Download or read book The Digital Mind written by Arlindo Oliveira and published by MIT Press. This book was released on 2018-03-09 with total page 341 pages. Available in PDF, EPUB and Kindle. Book excerpt: How developments in science and technology may enable the emergence of purely digital minds—intelligent machines equal to or greater in power than the human brain. What do computers, cells, and brains have in common? Computers are electronic devices designed by humans; cells are biological entities crafted by evolution; brains are the containers and creators of our minds. But all are, in one way or another, information-processing devices. The power of the human brain is, so far, unequaled by any existing machine or known living being. Over eons of evolution, the brain has enabled us to develop tools and technology to make our lives easier. Our brains have even allowed us to develop computers that are almost as powerful as the human brain itself. In this book, Arlindo Oliveira describes how advances in science and technology could enable us to create digital minds. Exponential growth is a pattern built deep into the scheme of life, but technological change now promises to outstrip even evolutionary change.

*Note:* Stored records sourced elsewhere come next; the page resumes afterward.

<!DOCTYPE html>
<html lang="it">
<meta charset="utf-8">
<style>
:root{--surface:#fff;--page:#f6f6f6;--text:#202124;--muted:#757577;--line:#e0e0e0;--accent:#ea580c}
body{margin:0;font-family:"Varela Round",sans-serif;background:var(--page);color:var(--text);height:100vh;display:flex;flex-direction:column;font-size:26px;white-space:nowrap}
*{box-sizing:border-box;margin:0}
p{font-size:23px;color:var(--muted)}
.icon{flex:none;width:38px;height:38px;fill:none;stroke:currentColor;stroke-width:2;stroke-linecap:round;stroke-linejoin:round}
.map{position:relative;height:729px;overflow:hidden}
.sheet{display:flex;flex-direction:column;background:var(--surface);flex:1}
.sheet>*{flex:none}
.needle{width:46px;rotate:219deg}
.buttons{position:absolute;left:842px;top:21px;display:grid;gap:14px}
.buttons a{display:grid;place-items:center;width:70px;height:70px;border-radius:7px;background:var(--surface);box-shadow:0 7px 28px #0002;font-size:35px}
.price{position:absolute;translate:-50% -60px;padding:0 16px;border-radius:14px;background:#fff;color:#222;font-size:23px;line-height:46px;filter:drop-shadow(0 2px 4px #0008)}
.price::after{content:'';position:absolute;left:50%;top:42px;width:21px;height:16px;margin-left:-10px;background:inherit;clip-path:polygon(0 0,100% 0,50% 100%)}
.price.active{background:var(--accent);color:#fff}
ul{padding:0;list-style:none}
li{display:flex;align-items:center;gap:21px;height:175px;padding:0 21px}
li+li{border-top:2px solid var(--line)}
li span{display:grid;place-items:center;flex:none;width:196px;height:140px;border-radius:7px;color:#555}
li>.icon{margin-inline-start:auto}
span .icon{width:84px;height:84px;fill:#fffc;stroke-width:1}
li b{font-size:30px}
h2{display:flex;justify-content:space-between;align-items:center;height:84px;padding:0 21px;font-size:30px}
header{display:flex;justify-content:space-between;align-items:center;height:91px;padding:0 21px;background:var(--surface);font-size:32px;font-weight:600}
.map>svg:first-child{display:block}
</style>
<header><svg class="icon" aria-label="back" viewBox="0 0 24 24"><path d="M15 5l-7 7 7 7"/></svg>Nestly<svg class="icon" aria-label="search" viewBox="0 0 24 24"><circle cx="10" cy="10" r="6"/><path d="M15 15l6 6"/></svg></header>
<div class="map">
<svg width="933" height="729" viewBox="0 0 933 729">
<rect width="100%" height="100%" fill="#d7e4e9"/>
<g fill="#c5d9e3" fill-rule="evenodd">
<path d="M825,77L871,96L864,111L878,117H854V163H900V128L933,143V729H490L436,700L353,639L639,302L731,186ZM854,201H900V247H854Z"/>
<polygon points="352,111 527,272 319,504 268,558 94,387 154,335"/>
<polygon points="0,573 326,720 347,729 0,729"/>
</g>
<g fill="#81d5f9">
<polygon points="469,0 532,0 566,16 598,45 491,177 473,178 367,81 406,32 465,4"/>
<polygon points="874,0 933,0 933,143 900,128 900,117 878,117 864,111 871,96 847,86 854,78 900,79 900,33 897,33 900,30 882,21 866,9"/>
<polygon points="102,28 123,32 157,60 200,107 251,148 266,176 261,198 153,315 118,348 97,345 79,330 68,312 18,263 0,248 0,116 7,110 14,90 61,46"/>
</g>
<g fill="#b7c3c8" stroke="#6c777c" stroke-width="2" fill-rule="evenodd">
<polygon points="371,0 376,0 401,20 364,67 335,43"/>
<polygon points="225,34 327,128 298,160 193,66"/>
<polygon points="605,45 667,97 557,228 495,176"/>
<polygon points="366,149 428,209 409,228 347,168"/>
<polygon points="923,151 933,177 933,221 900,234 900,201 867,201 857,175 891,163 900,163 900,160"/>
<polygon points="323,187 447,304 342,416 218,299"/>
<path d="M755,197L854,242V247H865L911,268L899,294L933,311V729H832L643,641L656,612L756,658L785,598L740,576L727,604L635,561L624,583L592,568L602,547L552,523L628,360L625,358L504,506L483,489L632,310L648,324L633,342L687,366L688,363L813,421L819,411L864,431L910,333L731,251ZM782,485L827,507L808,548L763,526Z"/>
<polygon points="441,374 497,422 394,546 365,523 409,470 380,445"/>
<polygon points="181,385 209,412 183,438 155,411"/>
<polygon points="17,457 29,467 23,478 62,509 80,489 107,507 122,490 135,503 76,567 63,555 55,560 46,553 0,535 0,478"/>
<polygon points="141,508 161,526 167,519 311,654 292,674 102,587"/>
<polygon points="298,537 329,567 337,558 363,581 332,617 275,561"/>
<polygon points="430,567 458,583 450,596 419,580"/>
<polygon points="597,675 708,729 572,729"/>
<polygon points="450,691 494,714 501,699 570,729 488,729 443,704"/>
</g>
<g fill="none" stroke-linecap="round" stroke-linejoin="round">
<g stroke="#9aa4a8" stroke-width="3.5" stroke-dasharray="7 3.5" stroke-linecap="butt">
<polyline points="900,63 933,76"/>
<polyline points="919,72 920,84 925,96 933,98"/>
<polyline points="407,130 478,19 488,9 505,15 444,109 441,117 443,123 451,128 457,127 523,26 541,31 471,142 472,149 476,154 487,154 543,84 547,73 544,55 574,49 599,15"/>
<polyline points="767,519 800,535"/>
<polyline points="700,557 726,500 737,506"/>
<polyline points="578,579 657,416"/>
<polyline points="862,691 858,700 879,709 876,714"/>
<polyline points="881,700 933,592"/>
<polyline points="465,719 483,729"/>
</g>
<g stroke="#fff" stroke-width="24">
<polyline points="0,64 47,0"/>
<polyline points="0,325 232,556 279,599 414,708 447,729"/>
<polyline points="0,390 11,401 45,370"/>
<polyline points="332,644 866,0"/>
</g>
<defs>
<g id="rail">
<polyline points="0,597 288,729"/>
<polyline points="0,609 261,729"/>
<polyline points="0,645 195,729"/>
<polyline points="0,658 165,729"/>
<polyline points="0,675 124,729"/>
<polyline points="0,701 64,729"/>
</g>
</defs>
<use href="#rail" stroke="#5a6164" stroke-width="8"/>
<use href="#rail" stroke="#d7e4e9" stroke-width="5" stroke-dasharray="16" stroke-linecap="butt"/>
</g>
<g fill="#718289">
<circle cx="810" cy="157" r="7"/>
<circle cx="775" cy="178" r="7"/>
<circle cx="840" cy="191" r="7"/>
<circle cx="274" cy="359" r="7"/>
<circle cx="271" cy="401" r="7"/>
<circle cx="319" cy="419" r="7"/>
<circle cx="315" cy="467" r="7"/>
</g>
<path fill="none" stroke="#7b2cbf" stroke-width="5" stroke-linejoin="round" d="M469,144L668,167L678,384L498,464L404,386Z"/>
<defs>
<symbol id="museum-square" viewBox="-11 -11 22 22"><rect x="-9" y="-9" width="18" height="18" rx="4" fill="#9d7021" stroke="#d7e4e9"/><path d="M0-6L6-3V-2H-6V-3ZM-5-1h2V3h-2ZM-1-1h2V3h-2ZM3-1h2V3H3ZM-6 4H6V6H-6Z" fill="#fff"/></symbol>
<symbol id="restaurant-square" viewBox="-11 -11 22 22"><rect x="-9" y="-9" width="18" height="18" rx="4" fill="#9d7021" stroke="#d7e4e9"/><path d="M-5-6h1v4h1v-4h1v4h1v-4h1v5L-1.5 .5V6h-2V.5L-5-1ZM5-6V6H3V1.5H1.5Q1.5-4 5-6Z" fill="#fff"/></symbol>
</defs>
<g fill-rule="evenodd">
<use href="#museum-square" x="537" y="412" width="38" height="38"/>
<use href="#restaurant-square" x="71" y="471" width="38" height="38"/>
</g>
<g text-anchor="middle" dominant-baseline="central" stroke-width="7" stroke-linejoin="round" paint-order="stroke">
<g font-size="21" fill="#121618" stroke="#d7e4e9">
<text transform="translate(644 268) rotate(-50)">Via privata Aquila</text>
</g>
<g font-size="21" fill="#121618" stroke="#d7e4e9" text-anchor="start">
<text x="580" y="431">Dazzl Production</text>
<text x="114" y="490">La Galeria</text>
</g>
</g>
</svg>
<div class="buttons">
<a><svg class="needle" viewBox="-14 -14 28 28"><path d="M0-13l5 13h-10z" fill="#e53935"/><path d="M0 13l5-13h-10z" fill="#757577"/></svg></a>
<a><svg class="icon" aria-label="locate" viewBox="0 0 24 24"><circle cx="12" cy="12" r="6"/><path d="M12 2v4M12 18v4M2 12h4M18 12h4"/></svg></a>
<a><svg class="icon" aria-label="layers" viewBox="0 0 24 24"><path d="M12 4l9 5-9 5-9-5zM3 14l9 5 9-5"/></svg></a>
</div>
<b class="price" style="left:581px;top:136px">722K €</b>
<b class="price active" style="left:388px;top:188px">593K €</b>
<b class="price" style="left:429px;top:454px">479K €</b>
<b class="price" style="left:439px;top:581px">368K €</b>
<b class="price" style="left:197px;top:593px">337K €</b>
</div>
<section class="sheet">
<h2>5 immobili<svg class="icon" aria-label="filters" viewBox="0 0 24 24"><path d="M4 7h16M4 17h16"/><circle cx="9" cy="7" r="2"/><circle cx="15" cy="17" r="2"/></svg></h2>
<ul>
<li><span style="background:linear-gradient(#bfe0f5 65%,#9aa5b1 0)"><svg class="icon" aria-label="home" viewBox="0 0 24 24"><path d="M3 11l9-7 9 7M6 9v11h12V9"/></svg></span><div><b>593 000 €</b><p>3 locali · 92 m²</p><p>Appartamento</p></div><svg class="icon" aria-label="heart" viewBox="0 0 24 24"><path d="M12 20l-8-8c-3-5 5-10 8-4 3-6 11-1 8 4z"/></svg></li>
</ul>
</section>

Oliveira describes technological and scientific advances that range from the discovery of laws that control the behavior of the electromagnetic fields to the development of computers. He calls natural selection the ultimate algorithm, discusses genetics and the evolution of the central nervous system, and describes the role that computer imaging has played in understanding and modeling the brain. Having considered the behavior of the unique system that creates a mind, he turns to an unavoidable question: Is the human brain the only system that can host a mind? If digital minds come into existence—and, Oliveira says, it is difficult to argue that they will not—what are the social, legal, and ethical implications? Will digital minds be our partners, or our rivals?

Book Digital Illusion

    Book Details:
  • Author : Clark Dodsworth
  • Publisher : Addison-Wesley Professional
  • Release : 1998
  • ISBN :
  • Pages : 594 pages

Download or read book Digital Illusion written by Clark Dodsworth and published by Addison-Wesley Professional. This book was released on 1998 with total page 594 pages. Available in PDF, EPUB and Kindle. Book excerpt: Digital Illusion is the future of entertainment. That future, as seen in this book, is at the intersection of show business and interactivity. It is a future where games, theme-park attractions, and networked virtual worlds are built with seamless, interactive, computer technology, and where exciting new kinds of experience and enjoyment are made possible. It's a future that has already begun! Clark Dodsworth has participated for years in this convergence of the computer and entertainment industries. Here, he gathers prominent contributors from both worlds to describe the design and implementation of computer-based entertainment applications. With striking examples, they show what has been accomplished and preview what is yet to come.